Many people feel a need to be unique, to be different from everyone else but that shouldn’t be at the expense of our sense of belonging. If we’re missing belongingness in our life then we can often feel as if we’re insignificant, unimportant and may as well crawl under a rock to die. Sure, be different, you’re life is your own, and any self esteem boost you get from your uniqueness can be used to help you recognise that actually, we’re all different, we’re all unique.
Social psychology is based on the premise that our sense of self consists of three fundamental self representations: the individual self, the relational self and the collective self. Our individual self is our unique traits and characteristics. Is our sense of humour light or dark, is it Last Of The Summer Wine or Trainspotting, do you prefer the Beatles or the Stones, that sort of thing. Then there’s our relational self. Which is about the attachments we form with significant others, the things we share with people that are important to us. How we fit in with them. Who’s the parent and who’s the child. And then there’s the collective self which relies on how we fit in with a wider group, with society. How significant we are in that group is just as important, I think, as the role we play with our close friends and family. Especially if how we see ourself and how we fit in with our family might be unhealthy. We might have dreadful self esteem and think of everyone else as more important and if so we really need a strong sense of our collective self to help create that sense of belonging.
When we’re born we are probably the most vulnerable animal on the planet and we know it. We can’t feed ourselves, we can’t stand up, we can’t sit up we’re just a screaming rag doll that needs protecting. At some point in our prehistoric past natural selection favoured a species that had a shorter gestation period, maybe something to do with the size of the birth canal compared to the size of our head, who knows, but our species was ok with it. Other versions of us probably weren’t, there would have been some less sociable or less nurturing species that needed its young to be able to look after themselves. We didn’t, because we were becoming more social, we were becoming a tribal species.

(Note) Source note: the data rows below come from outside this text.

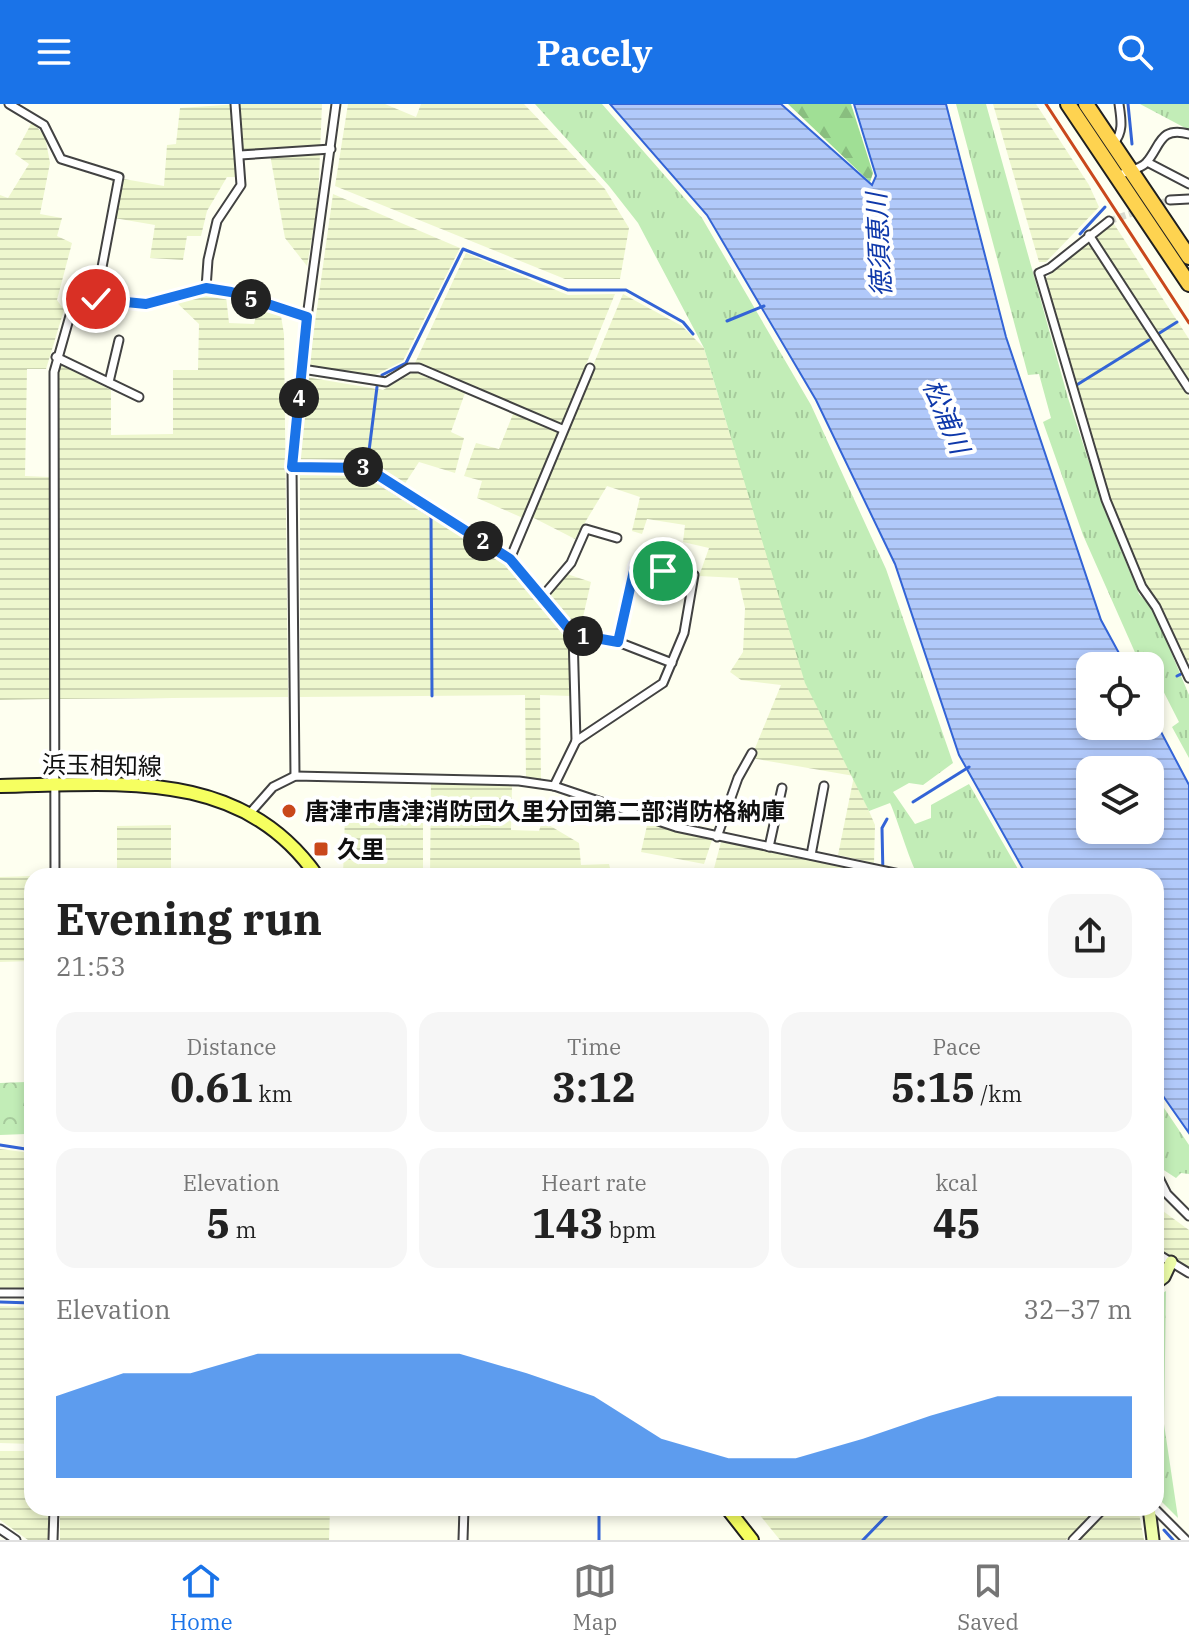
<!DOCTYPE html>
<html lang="en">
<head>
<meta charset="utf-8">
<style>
	body { margin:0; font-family:"IBM Plex Serif","Noto Sans JP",serif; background:#f6f6f6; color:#222; height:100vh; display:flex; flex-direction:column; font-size:30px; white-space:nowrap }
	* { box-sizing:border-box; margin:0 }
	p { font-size:26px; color:#767676 }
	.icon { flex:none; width:44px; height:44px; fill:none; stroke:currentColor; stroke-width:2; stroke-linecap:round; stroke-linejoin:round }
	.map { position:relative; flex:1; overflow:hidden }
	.sheet { position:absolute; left:24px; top:764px; width:1140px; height:648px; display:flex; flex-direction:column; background:#fff; border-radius:24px; box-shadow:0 4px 12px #0003 }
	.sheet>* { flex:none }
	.tools { position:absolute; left:1076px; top:548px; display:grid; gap:16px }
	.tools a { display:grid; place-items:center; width:88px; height:88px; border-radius:16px; background:#fff; box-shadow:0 4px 12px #0003; font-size:40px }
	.pin { position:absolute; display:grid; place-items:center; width:68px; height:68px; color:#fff; margin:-34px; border:4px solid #fff; border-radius:50%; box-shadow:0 2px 8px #0007 }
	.km { position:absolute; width:40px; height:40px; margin:-20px; border-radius:50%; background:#222; color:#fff; font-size:22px; line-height:40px; text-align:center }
	.round { display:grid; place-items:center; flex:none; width:84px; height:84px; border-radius:24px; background:#f6f6f6 }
	.headline { display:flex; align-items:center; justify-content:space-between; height:136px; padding:0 32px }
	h1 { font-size:44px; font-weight:800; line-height:60px }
	.figures { display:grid; grid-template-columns:repeat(3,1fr); gap:12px; height:136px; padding:8px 32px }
	.figures div { display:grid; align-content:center; border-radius:20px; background:#f6f6f6; text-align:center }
	.figures b { font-size:40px; font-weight:800 }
	.figures small { font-size:22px; font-weight:400 }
	.figures p { font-size:22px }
	.chart { height:224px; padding:16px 32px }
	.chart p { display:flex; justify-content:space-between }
	.chart svg { width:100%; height:144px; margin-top:8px; fill:#1a73e8; opacity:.7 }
	header { display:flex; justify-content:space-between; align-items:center; height:104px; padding:0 32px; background:#1a73e8; color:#fff; font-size:36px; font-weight:800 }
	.menu { display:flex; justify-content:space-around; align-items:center; height:112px; border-top:2px solid #e0e0e0; background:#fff; font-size:22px; color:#767676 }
	.menu a { display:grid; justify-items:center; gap:4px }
	.menu .on { color:#1a73e8 }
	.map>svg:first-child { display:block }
	.farmland { fill:url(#farmland-rules) }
	.grass { fill:url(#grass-tufts) }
	.forest { fill:url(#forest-firs) }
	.park { fill:url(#park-crowns) }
	.water { fill:url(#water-rules); stroke:#3364d6; stroke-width:2; fill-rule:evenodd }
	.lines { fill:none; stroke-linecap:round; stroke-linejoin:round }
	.stream { stroke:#3364d6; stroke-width:3 }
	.street-tunnel { stroke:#dadbce; stroke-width:7; stroke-dasharray:7 3.5; stroke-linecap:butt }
	.street-casing { stroke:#424242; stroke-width:11 }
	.secondary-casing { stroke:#313131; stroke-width:15 }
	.primary-casing { stroke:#202020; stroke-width:16 }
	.highway-casing { stroke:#202020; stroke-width:18 }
	.street { stroke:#fff; stroke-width:7 }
	.secondary { stroke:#efffab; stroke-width:11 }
	.primary { stroke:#f6ff60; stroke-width:12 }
	.highway { stroke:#fed350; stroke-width:14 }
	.rail { stroke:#c9481c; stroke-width:3 }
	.route-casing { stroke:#fff; stroke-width:16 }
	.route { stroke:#1a73e8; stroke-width:10 }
	.poi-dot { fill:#c9481c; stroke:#fff; stroke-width:3 }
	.labels { text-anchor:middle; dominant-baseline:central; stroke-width:8; stroke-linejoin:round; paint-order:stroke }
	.street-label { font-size:24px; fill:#0f0f0f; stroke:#fff }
	.poi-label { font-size:24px; font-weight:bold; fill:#0f0f0f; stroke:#fff; text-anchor:start }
	.water-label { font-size:26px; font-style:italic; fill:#0e38aa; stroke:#fff }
</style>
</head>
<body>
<header><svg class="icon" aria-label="menu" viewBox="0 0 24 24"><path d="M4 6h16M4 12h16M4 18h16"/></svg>Pacely<svg class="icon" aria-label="search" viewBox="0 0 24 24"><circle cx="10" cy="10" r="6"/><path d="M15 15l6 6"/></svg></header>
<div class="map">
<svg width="1189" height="1436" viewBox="0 0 1189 1436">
	<defs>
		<pattern id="farmland-rules" width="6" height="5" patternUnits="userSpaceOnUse" patternTransform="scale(2)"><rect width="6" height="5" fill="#eef7ce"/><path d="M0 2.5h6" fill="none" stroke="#cbd3b0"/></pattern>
		<pattern id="grass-tufts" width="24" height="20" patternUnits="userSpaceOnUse" patternTransform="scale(2)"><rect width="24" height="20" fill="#c2edb7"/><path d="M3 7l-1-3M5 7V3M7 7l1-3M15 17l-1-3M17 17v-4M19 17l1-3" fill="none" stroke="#a6ca9c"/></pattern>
		<pattern id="forest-firs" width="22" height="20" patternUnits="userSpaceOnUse" patternTransform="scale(2)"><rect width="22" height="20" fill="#a0df95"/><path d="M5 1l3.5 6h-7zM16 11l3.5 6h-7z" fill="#89be7f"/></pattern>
		<pattern id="park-crowns" width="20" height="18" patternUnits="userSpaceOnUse" patternTransform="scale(2)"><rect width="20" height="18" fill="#c2edb7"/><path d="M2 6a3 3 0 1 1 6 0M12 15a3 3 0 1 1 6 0" fill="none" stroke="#a6ca9c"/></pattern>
		<pattern id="water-rules" width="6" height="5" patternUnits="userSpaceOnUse" patternTransform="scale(2)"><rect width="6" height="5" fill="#b1c9fa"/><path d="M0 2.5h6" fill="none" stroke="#97abd5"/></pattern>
	</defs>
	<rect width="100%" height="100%" fill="#fefff0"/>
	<g class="farmland">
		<path d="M239,0H322L318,99L307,162L285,134L269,45L236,46L237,73H227L207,107L201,132H187L183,156L150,154L155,121L114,114L124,75L164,82L167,41L176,40L180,4Z"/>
		<path d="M348,0H385L416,13L421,0H524L605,85L629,124L620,175H565L335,82Z"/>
		<path d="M993,0H1036L1089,81L1099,103L1046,158H1039Z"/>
		<path d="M32,18L45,32L50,59L40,110L62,114L57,132L72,139L57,196L64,206L46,265H27L25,372L49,373L52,595L0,596V91L8,94L29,60L15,50Z"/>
		<path d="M333,90L460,144L403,257L373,272L309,262Z"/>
		<path d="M1114,120L1189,235V278L1097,136V127Z"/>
		<path d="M1088,137L1189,293V557L1186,559L1157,497L1144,482L1108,394L1046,174Z"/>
		<path d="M466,149L568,191L615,190L561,322L513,304L415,259Z"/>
		<path d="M206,190L226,192L229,219L254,220L259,200L281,212L284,230L288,593L60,595L57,259L111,286V331L173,330V266H198L199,220L173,195Z"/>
		<path d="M623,190L682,222L704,244L727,320L854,672L875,721L874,759L838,751L854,672L751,654L781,581L741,576L730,568L743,548L745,504L738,474L699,472L709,444L683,438L685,421L647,415L642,430L632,427L640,393L607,382L575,435L530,412Z"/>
		<path d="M414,268L465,289L451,328L464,334L455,369L419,358L402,384L369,360L298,358L306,273L383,286Z"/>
		<path d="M513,310L558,327L523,414L477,394L482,377L464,372L476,339L499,345Z"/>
		<path d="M361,366L507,459L570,533L571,592L540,591L541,676L526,673L525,591L300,593V369Z"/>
		<path d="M567,470L591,478L580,526L548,493Z"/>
		<path d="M431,679L512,681L511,726L539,727L542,717L579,739L581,761L609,760L612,772H430Z"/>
		<path d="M423,712V772H343L345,713Z"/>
		<path d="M648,717L712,736L704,760L641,748Z"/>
		<path d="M171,721V771L299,772H86L117,771V722Z"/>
		<path d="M721,738L837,759L863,767L866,772H712Z"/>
		<path d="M32,772V857L0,858V773Z"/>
		<path d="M0,1045L32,1049V1185H0Z"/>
		<path d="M1156,1102L1189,1126V1165L1156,1144Z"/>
		<path d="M0,1202L32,1203V1340L0,1339Z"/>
		<path d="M0,1347H32V1404H50V1431L47,1436H28L0,1416Z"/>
		<path d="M60,1404H330L329,1436H60Z"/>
		<path d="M754,1404H1097L1066,1436H780Z"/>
		<path d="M1112,1404H1138L1144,1436H1079Z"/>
	</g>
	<g class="grass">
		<path d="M535,0H602L702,114L811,301L886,465L953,659L923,681L909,679L893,688L915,720L931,714V701L969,680L1022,772H919C912,766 897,713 890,699L869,707L805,579L704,244L638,119L609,82Z"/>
		<path d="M956,0H986L1068,294L1105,407L1139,490L1153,505L1189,591V654L1172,623L1179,618L1150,561L1141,562L1083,431L1043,318L1051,314L1039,270L1028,271Z"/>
		<path d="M1140,0H1189V26Z"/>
		<path d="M1156,992L1189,1041V1070L1181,1069L1176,1074L1156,1061Z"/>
		<path d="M1166,1187L1164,1320L1178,1414L1158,1394L1156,1379V1193Z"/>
	</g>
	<path class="forest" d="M788,0H851L873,69L870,78Z"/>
	<path class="park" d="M26,978V1030L0,1031V979Z"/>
	<path class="water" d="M610,0H781L872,81L876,72L854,0H946L1006,233L1101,516L1126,562H1090V622H1150V607L1189,681V1029L1156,982V772H1027L959,651L895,460L816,296L707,111ZM1090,666H1150V726H1090Z"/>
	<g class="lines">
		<g class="stream">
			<path d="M1128,0L1132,40"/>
			<path d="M1080,130L1105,103"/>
			<path d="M727,217L764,202"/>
			<path d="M1158,230L1177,218"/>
			<path d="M382,271L406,259L463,145L568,186H626L683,218L693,230"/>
			<path d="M1075,282L1149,236"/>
			<path d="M368,355L377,283"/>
			<path d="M365,370L431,412L432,592"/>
			<path d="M1177,572L1189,566"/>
			<path d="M1150,586H1151"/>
			<path d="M913,698L969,663"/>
			<path d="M340,771V772"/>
			<path d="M883,772L882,724L887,715"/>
			<path d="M0,1041L32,1046"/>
			<path d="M0,1198L32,1199"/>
			<path d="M1164,1426L1173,1436"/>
			<path d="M599,1436V1404"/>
			<path d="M863,1436L894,1404"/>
		</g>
		<path class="street-tunnel" d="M1109,117L1170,96"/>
		<g class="street-casing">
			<g id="street">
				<path d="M9,0L44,21L61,55L119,73L96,195"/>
				<path d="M1114,39C1124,27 1121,15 1119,0"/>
				<path d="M240,51L331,45"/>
				<path d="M1147,58L1189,80"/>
				<path d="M1116,73C1125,67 1139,66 1146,59C1161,42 1159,22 1189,30"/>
				<path d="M1170,96L1189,95"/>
				<path d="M1109,117L1050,164L1039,169L1106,396L1142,483L1156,503L1189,574"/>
				<path d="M1089,131L1189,285"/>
				<path d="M206,184L208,156L217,117L241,81L235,0"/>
				<path d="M56,253L139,293"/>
				<path d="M302,265L386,278L409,264H419L562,325"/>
				<path d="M109,278L119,236"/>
				<path d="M292,363L367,364L510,455L573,530L576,637L554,682"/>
				<path d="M510,455L590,264"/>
				<path d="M542,493L571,459L586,425L617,434"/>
				<path d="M573,530L618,538L672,559"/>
				<path d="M576,637L663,579L684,529L694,471C674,465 656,466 635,462L618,538"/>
				<path d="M295,672L292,363L307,213L336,0"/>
				<path d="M250,709L273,683L295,672L519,677L554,682L676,723L909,772"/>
				<path d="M717,733L738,674L752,649"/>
				<path d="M769,743L782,684"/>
				<path d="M811,751L824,682"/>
				<path d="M55,772L54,268L73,201L96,195L146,200L206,184L231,188L307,213"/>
				<path d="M1156,1068L1167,1090L1189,1112"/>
				<path d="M1156,1149L1189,1169"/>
				<path d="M0,1189H32"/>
				<path d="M1154,1404L1186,1436"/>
				<path d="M0,1425L16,1436"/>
				<path d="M53,1436L54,1404"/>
				<path d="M463,1436L464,1404"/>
				<path d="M1073,1436L1104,1404"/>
			</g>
		</g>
		<g class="secondary-casing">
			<g id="secondary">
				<path d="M1156,1179L1164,1173L1171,1158"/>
				<path d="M1149,1404L1153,1436"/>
			</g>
		</g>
		<g class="primary-casing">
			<g id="primary">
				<path d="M0,682C117,680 241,663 317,772"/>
				<path d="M727,1404L752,1436"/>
			</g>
		</g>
		<g class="highway-casing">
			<g id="highway">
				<path d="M1068,0L1189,180"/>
				<path d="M1086,0L1189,153"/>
			</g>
		</g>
		<use href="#street" class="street"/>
		<use href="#secondary" class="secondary"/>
		<use href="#primary" class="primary"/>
		<use href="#highway" class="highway"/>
		<path class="rail" d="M1046,0L1189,219"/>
	</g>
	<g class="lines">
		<g class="route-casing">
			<path id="route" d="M96,195L146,200L206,184L231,188L307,213L292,363L367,364L510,455L573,530L618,538L635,462L663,467"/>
		</g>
		<use href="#route" class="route"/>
	</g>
	<g class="poi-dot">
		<circle cx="289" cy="707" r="8"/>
		<rect x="313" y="737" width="16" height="16" rx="4"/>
	</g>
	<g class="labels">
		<g class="street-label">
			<text transform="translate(102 661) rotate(1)">浜玉相知線</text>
		</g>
		<g class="poi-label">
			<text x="305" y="707">唐津市唐津消防団久里分団第二部消防格納庫</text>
			<text x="337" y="745">久里</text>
		</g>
		<g class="water-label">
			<text transform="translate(878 141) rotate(-93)">徳須恵川</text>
			<text transform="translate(947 312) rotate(67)">松浦川</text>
		</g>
	</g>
</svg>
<div class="tools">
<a><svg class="icon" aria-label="locate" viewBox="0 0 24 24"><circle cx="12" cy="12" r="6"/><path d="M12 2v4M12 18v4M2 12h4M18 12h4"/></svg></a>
<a><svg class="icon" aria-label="layers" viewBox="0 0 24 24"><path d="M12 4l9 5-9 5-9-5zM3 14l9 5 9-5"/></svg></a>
</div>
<div class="pin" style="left:663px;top:467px;background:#1e9e55"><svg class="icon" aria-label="arrive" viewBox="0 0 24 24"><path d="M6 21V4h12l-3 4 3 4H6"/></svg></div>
<div class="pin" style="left:96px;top:195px;background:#d93025"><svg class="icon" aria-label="check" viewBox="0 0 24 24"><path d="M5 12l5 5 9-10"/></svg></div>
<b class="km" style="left:583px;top:532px">1</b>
<b class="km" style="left:483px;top:437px">2</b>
<b class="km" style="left:363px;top:363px">3</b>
<b class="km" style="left:299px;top:294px">4</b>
<b class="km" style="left:251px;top:195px">5</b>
<section class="sheet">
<div class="headline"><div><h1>Evening run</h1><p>21:53</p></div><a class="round"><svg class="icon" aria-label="share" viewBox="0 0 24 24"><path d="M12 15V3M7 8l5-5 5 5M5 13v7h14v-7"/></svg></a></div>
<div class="figures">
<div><p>Distance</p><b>0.61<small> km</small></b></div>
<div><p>Time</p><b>3:12</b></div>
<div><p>Pace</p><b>5:15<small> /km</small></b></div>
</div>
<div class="figures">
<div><p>Elevation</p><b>5<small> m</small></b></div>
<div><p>Heart rate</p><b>143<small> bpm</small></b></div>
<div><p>kcal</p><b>45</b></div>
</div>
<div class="chart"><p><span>Elevation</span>32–37 m</p>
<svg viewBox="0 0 160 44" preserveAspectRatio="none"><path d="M0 44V19L10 12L20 12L30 6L40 6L50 6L60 6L70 12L80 19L90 32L100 38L110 38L120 32L130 25L140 19L150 19L160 19V44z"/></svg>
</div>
</section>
</div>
<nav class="menu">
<a class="on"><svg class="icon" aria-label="home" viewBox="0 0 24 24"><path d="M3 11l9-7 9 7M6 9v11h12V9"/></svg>Home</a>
<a><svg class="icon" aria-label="map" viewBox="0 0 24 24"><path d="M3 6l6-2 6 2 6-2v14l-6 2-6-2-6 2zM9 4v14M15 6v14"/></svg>Map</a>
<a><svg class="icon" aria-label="saved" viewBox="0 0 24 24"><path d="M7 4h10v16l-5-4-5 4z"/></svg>Saved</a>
</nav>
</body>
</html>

That diversion had some enormous benefits when it came to sourcing food and water, so we became the dominant species and the others died out. But being human comes with a set of instincts that means that if we sense we’re alone we become hyper aware of possible threats and act as if we’re fighting for our life because our brain is telling us that we actually are. That’s the point of emotions, we either feel safe or vulnerable. We label the emotion whatever we want depending on our circumstances, so our brain says we’re vulnerable and we label it as feeling as if we don’t fit in, as if we don’t belong. If this becomes habitual, part of our personality, then we can lose the ability to trust, we lose the ability to connect with others which further reinforces a feeling of not belonging because when you feel that you don’t belong it’s hard to know who the enemy is so everyone gets pushed away.
I mention this because you might not even recognise that you’re missing this sense of belonging, you don’t miss what you’ve never had and so without the emotional intelligence to see that it’s missing, the issue might just get labelled as anxiety, or shyness or anger. So it’s worth looking to see if something is missing from your life, it’s the reason why children who are put through a series of different foster homes or repeated family locations might have difficulty forming deeper attachments with people later in life, because they’ve never really learnt how to feel as if they belong somewhere. We know that ostracism, the pain of being shut out, is a real pain, it actually hurts. When ostracised there’s an increased activity in the same brain areas that it uses for pain recognition like the anterior cingulate cortex. But if you burn you hand, you simply pull it away if it hurts, you can’t do that with life, you can’t just walk away from isolation and into a sense of belonging. But it doesn’t stop people trying. It’s the reason why gangs exist and at the far end of that you have religious extremism. It’s how terrorist organisations recruit youngsters, they find someone who has no sense of belonging, someone who for racist reasons or mental health reasons has been ignored by the people around them, shunned, ostracised and they say “We’ll be your friend, we’ll give you a sense of belonging.” And then they slowly brainwash them.
So we know that feeling that you belong somewhere is important, but how do we create it?
In this modern world we can connect with people from anywhere if we want to. Facebook isn’t just about desperately trying to keep up with the Joneses, it can also be used for positives. I’m a member of a few mental health and counselling resources groups on Facebook, and it’s great to see complete strangers exchanging ideas and advice. This little virtual family gives us a great sense of belonging even though it’s with people that have never met and probably never will.
My local town is Nuneaton, in Warwickshire, and a someone set up a group called Nuneaton Memories where people submit old photos of the town and people share stories about their friends and family. It’s really popular, and there’s a wonderful sense of belonging that comes with it. is another site, and is a brilliant way of getting to know your neighbours without actually going and banging on their door.
But, I think the easiest, or certainly the less anxiety provoking, way is to look at the existing people in your life first before jumping into anything new. Yes you can join an Amateur Dramatics group if that’s your thing, that helped me definitely. But maybe you just need to feel better connected with your family, your work colleagues or your neighbours. One way to make this easier is to deliberately look at ways in which you are similar to each other. Rather than concentrating on your differences, focus on your similarities. After all it’s much easier to connect with people you already know than to try and make new friends. When trying to make new friends you still take you with you. Probably still taking that lonely feeling with you too, even in a big group of like minded people.
So start with existing people, even if you might think that they have nothing to offer you. Just because someone’s half your age, or twice your age, it doesn’t mean that they’re not worth listening to and talking to. You might have different political, spiritual, existential theories or beliefs but you might share the same goal of wanting a sense of purpose in life, or a pull to make the world a better place.
Embrace the similarities and in doing so accept the differences you have too. The thing is if we treat others as if they’re an outsider then it reinforces our own sense of loneliness because you sense that they feel the same way about you, that’s just what the brain does.
But by accepting others and seeing their differences as a valid part of who they are, it creates a feeling that even if you are different, you still belong. It just takes a bit of time, effort and patience for the process to become second nature.